We sincerely stress that actions taken in derogation of the law because of violent mobs, rioters, protestors or vandals cannot be supported. In this case, the law clearly supports the monuments remaining in place. Please understand we wish to work with localities within the state, but we do ask that they abide by the controlling principle in our republic, that if laws passed by a state legislature are ignored, then the mob controls thereby making ineffectual the rule of law. Accordingly, it is up to you to ensure law enforcement protects the monuments located within your jurisdiction as required under N.C. Gen. Stat. § 100-2.1 Further, the State and its political subdivisions have an obligation to hold all of those who act in a lawless manner, whether in direct violation of the HPA or other state laws — accountable.
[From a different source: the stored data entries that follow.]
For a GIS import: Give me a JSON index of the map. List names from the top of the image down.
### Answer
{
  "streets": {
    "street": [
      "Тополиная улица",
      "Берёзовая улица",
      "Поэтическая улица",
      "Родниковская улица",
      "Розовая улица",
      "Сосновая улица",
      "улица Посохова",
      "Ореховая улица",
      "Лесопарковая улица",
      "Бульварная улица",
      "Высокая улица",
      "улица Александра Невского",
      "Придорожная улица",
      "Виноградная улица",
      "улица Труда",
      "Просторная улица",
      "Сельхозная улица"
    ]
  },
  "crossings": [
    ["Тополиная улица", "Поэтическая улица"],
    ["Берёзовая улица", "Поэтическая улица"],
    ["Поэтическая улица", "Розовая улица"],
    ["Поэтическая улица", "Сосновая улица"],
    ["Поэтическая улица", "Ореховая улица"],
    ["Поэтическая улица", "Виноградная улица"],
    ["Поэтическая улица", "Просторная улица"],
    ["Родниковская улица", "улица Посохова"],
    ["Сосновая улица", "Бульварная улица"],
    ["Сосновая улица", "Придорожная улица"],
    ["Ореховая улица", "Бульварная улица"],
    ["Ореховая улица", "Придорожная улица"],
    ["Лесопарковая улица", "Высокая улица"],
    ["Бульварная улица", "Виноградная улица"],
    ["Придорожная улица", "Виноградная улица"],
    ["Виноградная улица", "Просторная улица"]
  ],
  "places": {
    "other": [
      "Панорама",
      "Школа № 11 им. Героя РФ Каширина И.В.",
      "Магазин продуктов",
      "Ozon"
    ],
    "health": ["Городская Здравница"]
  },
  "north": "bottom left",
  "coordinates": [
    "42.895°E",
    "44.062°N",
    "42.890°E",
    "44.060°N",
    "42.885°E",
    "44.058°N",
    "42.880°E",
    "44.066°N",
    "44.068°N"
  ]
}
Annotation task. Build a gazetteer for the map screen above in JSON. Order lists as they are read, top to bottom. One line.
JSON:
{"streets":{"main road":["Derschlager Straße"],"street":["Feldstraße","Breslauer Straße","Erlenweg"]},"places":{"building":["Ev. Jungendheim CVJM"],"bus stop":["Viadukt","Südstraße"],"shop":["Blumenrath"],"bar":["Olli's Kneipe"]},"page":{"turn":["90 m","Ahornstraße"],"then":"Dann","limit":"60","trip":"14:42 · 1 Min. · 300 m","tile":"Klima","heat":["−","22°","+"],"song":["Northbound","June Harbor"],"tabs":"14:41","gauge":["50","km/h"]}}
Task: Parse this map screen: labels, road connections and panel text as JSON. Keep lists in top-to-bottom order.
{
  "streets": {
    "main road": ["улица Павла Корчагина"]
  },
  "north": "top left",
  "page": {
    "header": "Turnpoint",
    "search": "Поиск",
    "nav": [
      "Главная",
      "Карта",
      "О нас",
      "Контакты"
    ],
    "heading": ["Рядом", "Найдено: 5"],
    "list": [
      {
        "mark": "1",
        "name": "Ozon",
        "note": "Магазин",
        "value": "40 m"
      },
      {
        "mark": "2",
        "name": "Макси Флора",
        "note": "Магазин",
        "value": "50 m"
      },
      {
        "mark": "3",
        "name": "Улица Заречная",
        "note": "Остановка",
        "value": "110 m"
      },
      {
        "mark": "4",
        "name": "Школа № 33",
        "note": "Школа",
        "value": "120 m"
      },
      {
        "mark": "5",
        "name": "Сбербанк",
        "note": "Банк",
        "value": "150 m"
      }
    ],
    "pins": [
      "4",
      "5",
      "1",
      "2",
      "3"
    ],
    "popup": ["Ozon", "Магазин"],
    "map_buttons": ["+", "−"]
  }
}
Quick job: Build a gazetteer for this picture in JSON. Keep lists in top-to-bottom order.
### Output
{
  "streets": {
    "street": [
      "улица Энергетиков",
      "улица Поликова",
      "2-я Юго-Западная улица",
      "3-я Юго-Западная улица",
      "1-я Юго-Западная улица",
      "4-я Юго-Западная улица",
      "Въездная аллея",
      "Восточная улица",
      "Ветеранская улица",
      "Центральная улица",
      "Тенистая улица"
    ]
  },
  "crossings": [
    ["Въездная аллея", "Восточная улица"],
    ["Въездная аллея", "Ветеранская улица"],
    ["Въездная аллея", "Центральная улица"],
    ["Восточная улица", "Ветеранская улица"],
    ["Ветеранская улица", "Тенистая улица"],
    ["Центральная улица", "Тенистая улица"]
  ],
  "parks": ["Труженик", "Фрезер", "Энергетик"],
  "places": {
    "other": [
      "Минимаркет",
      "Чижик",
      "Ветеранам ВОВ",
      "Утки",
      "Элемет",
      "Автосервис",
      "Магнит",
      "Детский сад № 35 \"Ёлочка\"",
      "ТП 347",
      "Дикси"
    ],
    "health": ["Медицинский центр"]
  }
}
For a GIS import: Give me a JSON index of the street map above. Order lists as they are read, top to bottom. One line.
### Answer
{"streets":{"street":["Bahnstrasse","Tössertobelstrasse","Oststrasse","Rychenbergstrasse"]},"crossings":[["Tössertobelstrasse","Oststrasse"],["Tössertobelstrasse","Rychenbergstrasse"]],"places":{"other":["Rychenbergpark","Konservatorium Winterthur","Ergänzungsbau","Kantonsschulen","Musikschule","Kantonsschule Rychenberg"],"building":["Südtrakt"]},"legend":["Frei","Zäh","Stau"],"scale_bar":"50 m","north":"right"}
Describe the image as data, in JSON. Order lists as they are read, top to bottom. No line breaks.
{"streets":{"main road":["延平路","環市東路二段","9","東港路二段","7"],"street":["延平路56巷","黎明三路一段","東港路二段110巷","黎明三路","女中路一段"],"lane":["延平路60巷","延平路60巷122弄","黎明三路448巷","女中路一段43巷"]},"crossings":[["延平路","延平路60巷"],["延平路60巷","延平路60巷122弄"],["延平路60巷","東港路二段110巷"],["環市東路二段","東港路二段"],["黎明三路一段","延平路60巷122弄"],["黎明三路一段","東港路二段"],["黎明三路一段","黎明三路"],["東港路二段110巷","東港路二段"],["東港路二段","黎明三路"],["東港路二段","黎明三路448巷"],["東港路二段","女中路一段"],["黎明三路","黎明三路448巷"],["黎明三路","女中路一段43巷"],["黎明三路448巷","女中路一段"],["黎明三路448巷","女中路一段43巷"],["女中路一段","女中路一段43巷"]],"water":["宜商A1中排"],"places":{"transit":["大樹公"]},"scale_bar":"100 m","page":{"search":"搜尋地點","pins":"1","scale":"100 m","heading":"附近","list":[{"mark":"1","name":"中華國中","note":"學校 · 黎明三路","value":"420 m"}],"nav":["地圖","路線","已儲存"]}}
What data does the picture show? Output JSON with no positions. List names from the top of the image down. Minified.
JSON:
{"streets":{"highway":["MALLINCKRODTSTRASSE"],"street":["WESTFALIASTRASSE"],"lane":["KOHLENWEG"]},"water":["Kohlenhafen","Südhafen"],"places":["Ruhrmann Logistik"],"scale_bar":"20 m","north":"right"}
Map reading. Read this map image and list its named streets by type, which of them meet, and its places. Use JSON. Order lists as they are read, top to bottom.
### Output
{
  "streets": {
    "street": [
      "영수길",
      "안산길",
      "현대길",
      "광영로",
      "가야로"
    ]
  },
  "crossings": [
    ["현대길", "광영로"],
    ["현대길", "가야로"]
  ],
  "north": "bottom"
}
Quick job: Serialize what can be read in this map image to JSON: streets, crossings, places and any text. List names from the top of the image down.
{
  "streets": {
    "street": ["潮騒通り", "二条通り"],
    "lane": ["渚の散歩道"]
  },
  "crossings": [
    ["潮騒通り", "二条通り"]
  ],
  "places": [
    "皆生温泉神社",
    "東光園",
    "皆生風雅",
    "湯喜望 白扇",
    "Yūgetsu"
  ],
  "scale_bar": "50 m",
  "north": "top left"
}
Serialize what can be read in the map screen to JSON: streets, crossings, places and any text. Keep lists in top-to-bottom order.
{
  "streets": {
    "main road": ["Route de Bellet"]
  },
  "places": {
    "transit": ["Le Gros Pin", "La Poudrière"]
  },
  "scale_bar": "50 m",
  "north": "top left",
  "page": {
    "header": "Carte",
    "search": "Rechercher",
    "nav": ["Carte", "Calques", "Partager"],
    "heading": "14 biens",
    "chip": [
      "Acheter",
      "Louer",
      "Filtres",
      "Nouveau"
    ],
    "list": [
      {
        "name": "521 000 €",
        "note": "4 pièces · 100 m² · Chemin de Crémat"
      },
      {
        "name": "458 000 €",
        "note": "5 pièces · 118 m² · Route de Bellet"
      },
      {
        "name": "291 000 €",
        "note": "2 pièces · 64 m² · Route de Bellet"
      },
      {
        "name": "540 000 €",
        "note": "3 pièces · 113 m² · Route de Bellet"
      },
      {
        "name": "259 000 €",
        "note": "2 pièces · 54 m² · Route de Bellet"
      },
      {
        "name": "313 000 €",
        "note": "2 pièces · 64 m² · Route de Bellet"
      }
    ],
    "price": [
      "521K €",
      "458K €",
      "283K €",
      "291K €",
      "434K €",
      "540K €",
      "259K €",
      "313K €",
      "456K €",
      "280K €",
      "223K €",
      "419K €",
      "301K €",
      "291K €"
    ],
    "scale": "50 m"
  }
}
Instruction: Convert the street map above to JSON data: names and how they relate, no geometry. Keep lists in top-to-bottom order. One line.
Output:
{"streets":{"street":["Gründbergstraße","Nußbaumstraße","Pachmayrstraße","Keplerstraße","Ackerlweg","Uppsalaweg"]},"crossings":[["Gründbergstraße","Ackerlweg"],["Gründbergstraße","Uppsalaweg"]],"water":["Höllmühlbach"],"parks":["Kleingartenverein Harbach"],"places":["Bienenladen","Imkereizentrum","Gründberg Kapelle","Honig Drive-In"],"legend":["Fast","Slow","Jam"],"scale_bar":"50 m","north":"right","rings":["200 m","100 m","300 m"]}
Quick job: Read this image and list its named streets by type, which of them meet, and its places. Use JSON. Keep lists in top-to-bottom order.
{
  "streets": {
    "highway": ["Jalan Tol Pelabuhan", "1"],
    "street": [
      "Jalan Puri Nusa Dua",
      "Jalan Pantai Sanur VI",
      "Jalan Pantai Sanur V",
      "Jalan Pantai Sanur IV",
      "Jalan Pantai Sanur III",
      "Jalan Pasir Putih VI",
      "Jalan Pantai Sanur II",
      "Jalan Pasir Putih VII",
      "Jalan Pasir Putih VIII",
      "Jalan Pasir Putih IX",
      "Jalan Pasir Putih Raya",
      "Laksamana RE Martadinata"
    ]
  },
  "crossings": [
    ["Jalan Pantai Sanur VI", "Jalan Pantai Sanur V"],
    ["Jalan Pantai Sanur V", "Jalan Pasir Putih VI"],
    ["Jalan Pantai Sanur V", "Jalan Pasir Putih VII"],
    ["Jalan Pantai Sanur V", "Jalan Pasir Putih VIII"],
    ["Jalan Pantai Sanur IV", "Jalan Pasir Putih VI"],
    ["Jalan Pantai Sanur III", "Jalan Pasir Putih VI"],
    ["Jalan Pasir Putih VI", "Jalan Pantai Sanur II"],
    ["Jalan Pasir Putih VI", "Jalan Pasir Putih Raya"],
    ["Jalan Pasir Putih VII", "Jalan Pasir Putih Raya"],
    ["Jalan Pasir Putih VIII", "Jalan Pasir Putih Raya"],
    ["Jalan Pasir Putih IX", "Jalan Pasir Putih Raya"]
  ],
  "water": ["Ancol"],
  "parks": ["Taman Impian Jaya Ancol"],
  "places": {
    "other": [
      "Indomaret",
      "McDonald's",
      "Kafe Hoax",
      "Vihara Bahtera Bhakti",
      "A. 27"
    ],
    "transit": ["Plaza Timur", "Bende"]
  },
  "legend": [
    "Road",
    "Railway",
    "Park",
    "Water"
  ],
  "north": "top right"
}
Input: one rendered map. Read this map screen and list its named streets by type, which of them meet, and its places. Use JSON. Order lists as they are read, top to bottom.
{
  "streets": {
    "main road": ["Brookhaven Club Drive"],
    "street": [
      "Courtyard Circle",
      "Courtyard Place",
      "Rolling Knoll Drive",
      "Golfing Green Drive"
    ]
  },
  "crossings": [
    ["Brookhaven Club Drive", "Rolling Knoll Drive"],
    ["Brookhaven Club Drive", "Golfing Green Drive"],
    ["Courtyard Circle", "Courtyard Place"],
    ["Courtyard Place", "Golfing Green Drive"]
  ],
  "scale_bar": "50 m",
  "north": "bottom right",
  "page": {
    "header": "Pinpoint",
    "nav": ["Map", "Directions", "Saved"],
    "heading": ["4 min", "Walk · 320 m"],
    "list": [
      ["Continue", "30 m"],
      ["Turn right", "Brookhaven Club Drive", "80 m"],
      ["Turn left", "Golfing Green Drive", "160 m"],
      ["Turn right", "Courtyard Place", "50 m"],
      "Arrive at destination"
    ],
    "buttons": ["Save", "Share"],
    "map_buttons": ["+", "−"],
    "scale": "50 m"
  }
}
As we are a nation of laws, there is a prohibition against rewarding those who willingly break such laws by failing to enforce the very laws they violate. If local governments wish to move theses statues, they need to either present their case before the North Carolina Historical Commission or work to have the law changed. We respectfully ask you not ignore the law or cynically attempt to say the law allows action that it clearly does not.